▶ _Task item_:
As you look over the data below, please find each line where the word "border" appears, then copy it.

====

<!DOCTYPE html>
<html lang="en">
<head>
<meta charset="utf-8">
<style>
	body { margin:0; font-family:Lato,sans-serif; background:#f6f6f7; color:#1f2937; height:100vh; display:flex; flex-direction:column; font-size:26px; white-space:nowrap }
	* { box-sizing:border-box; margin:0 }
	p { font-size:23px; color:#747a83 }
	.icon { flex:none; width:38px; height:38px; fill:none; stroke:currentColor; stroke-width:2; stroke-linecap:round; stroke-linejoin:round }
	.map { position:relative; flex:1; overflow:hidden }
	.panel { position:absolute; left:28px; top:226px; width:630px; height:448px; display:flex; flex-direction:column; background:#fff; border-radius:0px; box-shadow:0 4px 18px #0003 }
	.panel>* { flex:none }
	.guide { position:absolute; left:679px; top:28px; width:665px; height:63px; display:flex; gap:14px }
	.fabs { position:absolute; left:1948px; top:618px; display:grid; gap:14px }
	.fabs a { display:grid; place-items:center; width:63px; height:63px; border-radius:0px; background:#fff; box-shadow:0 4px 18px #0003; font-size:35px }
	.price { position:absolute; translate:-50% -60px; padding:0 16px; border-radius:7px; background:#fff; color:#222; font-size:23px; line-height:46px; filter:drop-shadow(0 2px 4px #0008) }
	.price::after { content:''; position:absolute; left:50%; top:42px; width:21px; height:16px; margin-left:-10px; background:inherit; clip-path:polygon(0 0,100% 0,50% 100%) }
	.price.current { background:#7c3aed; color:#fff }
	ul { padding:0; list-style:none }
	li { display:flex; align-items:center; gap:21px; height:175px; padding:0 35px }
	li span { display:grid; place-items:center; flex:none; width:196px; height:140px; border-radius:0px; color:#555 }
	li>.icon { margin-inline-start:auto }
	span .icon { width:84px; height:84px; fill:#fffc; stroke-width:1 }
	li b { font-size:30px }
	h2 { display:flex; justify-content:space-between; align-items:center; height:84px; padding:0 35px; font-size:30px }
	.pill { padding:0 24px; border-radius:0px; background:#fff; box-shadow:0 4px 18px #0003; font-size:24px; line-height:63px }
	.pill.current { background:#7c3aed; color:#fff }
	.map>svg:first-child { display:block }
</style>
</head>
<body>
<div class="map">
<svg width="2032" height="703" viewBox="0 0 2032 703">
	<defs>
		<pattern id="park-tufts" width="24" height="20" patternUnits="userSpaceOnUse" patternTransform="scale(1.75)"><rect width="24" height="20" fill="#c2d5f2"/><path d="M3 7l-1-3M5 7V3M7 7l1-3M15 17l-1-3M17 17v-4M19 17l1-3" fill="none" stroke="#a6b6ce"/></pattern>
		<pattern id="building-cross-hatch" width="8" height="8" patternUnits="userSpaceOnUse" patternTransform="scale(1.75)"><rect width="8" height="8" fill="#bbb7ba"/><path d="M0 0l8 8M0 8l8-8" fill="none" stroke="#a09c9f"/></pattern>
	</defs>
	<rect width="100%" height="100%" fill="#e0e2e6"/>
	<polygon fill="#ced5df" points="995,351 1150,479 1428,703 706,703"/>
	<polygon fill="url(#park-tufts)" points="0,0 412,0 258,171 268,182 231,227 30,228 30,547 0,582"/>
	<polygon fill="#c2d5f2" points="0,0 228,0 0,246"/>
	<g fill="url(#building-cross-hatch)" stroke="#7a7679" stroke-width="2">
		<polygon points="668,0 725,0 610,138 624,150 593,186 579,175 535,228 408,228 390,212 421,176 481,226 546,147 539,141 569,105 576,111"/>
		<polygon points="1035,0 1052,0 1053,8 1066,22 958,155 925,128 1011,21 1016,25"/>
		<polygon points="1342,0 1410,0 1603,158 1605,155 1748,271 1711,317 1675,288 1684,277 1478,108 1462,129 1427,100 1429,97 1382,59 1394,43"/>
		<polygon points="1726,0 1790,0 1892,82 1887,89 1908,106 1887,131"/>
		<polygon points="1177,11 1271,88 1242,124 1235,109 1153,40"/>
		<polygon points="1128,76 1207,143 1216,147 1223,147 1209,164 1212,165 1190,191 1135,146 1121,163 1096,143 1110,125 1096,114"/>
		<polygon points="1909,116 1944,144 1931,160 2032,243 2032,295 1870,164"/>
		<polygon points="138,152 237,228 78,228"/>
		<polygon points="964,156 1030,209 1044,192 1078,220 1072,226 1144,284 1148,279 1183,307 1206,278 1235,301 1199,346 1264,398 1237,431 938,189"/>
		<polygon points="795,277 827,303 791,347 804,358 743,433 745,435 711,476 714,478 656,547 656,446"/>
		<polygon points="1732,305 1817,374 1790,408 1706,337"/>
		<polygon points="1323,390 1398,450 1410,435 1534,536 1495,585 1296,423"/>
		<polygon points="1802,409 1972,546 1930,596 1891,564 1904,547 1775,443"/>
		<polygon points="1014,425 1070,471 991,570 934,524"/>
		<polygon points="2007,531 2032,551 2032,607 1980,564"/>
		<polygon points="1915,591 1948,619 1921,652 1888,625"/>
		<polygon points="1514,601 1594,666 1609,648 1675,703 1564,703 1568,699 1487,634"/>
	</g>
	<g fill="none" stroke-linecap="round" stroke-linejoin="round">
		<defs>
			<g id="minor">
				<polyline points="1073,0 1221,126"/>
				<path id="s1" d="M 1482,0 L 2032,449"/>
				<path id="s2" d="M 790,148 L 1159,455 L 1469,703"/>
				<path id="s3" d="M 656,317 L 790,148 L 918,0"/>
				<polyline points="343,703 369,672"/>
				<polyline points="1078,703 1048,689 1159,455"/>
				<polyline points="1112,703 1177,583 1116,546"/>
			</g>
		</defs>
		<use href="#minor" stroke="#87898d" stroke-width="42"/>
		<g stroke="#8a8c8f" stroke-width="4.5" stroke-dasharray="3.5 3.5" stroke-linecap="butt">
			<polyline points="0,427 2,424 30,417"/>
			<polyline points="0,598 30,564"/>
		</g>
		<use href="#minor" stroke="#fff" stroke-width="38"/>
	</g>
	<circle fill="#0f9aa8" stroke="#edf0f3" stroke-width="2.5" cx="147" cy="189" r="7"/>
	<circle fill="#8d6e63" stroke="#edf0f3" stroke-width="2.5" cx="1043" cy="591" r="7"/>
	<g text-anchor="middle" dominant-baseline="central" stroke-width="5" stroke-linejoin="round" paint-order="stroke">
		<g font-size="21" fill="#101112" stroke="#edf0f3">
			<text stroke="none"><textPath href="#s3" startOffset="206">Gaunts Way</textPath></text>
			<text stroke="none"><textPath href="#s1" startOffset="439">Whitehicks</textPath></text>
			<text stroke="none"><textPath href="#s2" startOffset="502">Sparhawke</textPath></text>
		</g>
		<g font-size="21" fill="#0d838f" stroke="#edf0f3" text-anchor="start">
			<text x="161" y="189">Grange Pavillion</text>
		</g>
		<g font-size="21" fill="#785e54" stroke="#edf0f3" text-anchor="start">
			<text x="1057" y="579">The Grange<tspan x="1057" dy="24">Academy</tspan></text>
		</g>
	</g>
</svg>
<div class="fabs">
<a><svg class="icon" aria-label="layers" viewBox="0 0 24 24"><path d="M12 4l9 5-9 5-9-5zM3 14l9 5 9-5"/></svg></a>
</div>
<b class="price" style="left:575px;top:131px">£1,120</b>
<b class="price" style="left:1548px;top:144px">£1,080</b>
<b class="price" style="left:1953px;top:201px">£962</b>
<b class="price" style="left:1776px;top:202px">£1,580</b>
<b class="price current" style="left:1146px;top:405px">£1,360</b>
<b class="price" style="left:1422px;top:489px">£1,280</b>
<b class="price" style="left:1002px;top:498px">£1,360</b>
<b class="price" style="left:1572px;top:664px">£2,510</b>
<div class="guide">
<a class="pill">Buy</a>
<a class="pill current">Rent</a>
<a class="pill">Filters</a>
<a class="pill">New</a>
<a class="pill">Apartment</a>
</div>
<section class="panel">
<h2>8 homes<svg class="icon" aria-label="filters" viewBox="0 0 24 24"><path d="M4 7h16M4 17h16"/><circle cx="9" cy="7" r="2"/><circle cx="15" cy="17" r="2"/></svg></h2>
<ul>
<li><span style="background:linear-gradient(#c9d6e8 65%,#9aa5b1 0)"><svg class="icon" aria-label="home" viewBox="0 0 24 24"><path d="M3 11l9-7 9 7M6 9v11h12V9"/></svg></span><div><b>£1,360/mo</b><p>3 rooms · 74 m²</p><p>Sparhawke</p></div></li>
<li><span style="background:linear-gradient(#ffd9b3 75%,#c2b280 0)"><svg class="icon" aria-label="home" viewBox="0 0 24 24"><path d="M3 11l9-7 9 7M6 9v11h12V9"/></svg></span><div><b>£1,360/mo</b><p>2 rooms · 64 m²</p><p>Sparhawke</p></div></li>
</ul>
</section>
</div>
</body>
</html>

====

▶ _Finished exercise_:
	* { box-sizing:border-box; margin:0 }
	.panel { position:absolute; left:28px; top:226px; width:630px; height:448px; display:flex; flex-direction:column; background:#fff; border-radius:0px; box-shadow:0 4px 18px #0003 }
	.fabs a { display:grid; place-items:center; width:63px; height:63px; border-radius:0px; background:#fff; box-shadow:0 4px 18px #0003; font-size:35px }
	.price { position:absolute; translate:-50% -60px; padding:0 16px; border-radius:7px; background:#fff; color:#222; font-size:23px; line-height:46px; filter:drop-shadow(0 2px 4px #0008) }
	li span { display:grid; place-items:center; flex:none; width:196px; height:140px; border-radius:0px; color:#555 }
	.pill { padding:0 24px; border-radius:0px; background:#fff; box-shadow:0 4px 18px #0003; font-size:24px; line-height:63px }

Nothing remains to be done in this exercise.